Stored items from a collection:
*** Begin section ***
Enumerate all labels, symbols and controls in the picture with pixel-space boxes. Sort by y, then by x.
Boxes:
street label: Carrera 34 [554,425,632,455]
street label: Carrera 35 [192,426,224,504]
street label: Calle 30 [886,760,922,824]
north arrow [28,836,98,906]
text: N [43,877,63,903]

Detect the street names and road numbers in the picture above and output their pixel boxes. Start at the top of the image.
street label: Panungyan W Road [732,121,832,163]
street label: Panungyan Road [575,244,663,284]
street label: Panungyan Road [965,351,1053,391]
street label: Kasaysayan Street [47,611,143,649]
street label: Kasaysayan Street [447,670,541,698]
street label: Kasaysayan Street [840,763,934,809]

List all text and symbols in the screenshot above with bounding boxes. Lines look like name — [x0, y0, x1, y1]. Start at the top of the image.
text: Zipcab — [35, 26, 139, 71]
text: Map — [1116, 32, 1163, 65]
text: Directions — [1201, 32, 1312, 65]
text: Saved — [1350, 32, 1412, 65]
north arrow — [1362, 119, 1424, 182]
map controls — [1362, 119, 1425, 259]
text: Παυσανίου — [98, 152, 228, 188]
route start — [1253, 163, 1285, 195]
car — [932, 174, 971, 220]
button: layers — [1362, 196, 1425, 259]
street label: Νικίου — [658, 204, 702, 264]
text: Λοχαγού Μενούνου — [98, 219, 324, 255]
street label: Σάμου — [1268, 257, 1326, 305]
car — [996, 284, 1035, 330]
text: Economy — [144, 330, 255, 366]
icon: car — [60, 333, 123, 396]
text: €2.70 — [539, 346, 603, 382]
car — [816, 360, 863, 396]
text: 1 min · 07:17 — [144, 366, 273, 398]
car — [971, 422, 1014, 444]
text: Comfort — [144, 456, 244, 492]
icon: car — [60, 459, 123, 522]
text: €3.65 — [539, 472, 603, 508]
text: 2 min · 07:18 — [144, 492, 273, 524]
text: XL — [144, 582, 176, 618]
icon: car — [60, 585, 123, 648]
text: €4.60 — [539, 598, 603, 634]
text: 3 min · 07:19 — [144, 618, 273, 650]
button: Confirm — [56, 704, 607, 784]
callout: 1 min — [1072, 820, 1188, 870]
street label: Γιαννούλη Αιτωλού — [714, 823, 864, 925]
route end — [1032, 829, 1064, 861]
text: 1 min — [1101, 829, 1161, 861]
*** End section ***
• [TASK TO COMPLETE] Print out every entry, keeping each one exact.

• [WRITTEN RESPONSE]
Enumerate all labels, symbols and controls in the picture with pixel-space boxes. Sort by y, then by x.
Boxes:
street label: Carrera 34 [554,425,632,455]
street label: Carrera 35 [192,426,224,504]
street label: Calle 30 [886,760,922,824]
north arrow [28,836,98,906]
text: N [43,877,63,903]

Detect the street names and road numbers in the picture above and output their pixel boxes. Start at the top of the image.
street label: Panungyan W Road [732,121,832,163]
street label: Panungyan Road [575,244,663,284]
street label: Panungyan Road [965,351,1053,391]
street label: Kasaysayan Street [47,611,143,649]
street label: Kasaysayan Street [447,670,541,698]
street label: Kasaysayan Street [840,763,934,809]

List all text and symbols in the screenshot above with bounding boxes. Lines look like name — [x0, y0, x1, y1]. Start at the top of the image.
text: Zipcab — [35, 26, 139, 71]
text: Map — [1116, 32, 1163, 65]
text: Directions — [1201, 32, 1312, 65]
text: Saved — [1350, 32, 1412, 65]
north arrow — [1362, 119, 1424, 182]
map controls — [1362, 119, 1425, 259]
text: Παυσανίου — [98, 152, 228, 188]
route start — [1253, 163, 1285, 195]
car — [932, 174, 971, 220]
button: layers — [1362, 196, 1425, 259]
street label: Νικίου — [658, 204, 702, 264]
text: Λοχαγού Μενούνου — [98, 219, 324, 255]
street label: Σάμου — [1268, 257, 1326, 305]
car — [996, 284, 1035, 330]
text: Economy — [144, 330, 255, 366]
icon: car — [60, 333, 123, 396]
text: €2.70 — [539, 346, 603, 382]
car — [816, 360, 863, 396]
text: 1 min · 07:17 — [144, 366, 273, 398]
car — [971, 422, 1014, 444]
text: Comfort — [144, 456, 244, 492]
icon: car — [60, 459, 123, 522]
text: €3.65 — [539, 472, 603, 508]
text: 2 min · 07:18 — [144, 492, 273, 524]
text: XL — [144, 582, 176, 618]
icon: car — [60, 585, 123, 648]
text: €4.60 — [539, 598, 603, 634]
text: 3 min · 07:19 — [144, 618, 273, 650]
button: Confirm — [56, 704, 607, 784]
callout: 1 min — [1072, 820, 1188, 870]
street label: Γιαννούλη Αιτωλού — [714, 823, 864, 925]
route end — [1032, 829, 1064, 861]
text: 1 min — [1101, 829, 1161, 861]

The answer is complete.